I only ask because some journals love VE estimates as they think we get too excited about significance for any one path.
The TECH4 option of the OUTPUT command will give you the correlations of the factors.
sunnyshi posted on Monday, March 07, 2011 - 8:29 pm
Dear Mplus, I am running a SEM with a latent interaction term. Although I requested standardized output, due to type=random, the message says" STANDARDIZED (STD, STDY, STDYX) options are not available for TYPE=RANDOM. Under this case, how could I get the R square for each dependent variable? Thanks!
I was hoping you could help me with a question regarding percent variance accounted for in EFA. I have 3 factors, varimax rotated. I understand that this is calculated by summing the squared loadings for each factor and dividing this by the number of items, but my questions are:
1) Do I zero out the loadings that are under my cutoff criteria (.4) before summing? 2) Do I divide by the total number of initial items entered in the analysis, or by the number of items that were retained?
I have read through this post, but I'm still not sure if my question has actually been answered. I am trying to calculate the variance explained by ENERGY (a latent variable) predicting pewl6m while controlling for TX, BMI, and Age. I know the R^2 provides the proportion of variance explained by the whole model, but I want to know only what ENERGY is contributing. See syntax below.
ENERGY BY MR47-MR56;
ENERGY ON TX; pewl6m ON ENERGY TX BMI AGE; BMI ON TX; BMI; AGE;
MR50 WITH MR48; MR54 WITH MR53;
Also, for the R^2 I do not get a p-value in the output. How can I tell if the R^2 is significant?
Thank you for your response, but is there a way to calculate proportion of variance for a specific predictor using the standardized coefficient or residual variances? Also, I am using Mplus version 6, but the p-values are not showing up for R-square. Do I need to type Standardized in the Output section?
I ran a path model including only observed variables. For the outcome variable, Mplus calculated an R-square of 0.76. This seemed high to me, so I ran a simple multiple regression analysis using the same 4 predictors in SPSS, and I got an R-square of 0.31. Do you know why there would be such a considerable discrepancy?
It would be impossible to say without seeing both outputs. The most likely reason is that the samples are not the same. If you would like us to look at it, send the two outputs and your license number to firstname.lastname@example.org.
Hello, I would appreciate your guidance on three points. I have been asked to support including a latent variable in a model predicting a binary outcome after controlling for other variables, or the R-square for one of a set of predictors.
One approach I have experimented with is constraining the prediction for the latent variable to zero, looking at the R-square for the rest of the model and then releasing the constraint and checking for a difference in the R-square value. Ignoring the problem I address next, is this a valid approach and would an observed difference would have meaning?
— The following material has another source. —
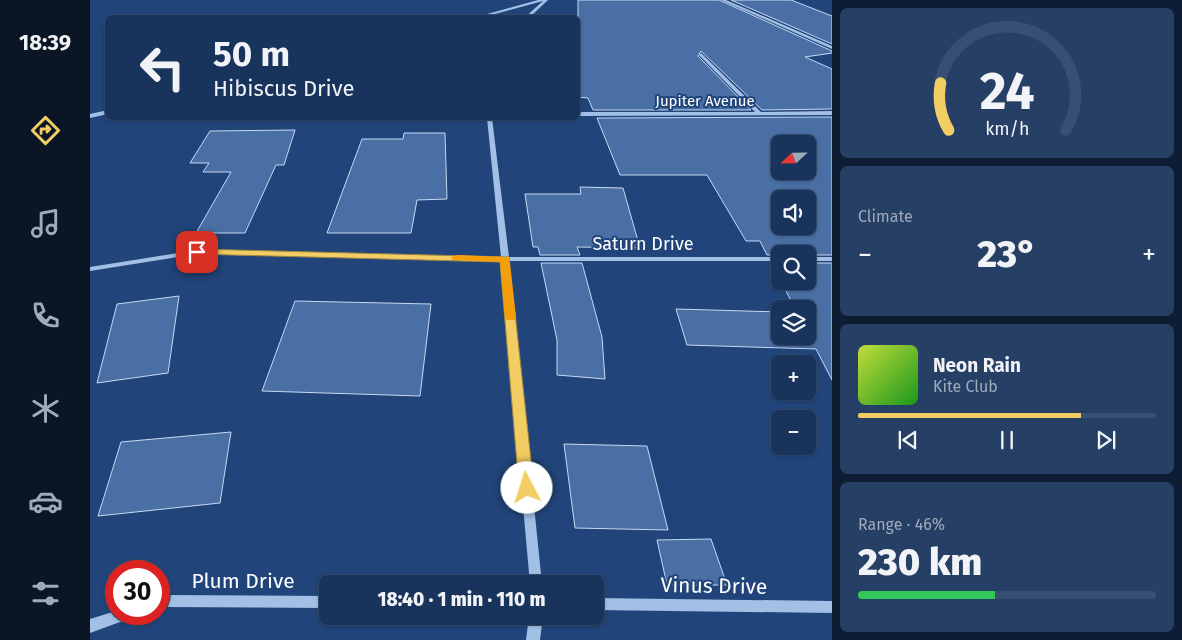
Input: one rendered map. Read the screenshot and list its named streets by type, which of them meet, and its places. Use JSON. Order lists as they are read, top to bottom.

Second, I recognize that for binary variables Mplus calculates "the variance explained of the underlying latent variable not the observed variable". I think my binary variable does not have an underlying latent variable (it is an either/or variable, e.g. pregnant or not, quit or not). For this type of variable, does McKelvey & Zavoina pseudo R-squared make sense?
Do you have a suggestion for how to figure out something like the change in the model's ability to properly classify cases based on including the latent variable or not? Thanks.
I would not use R-square for this purpose particularly with categorical variables. In the logistic regression literature, classification quality is used for this type of decision. You can look at the classification quality of the model with the factor and without the factor. You do this as follows.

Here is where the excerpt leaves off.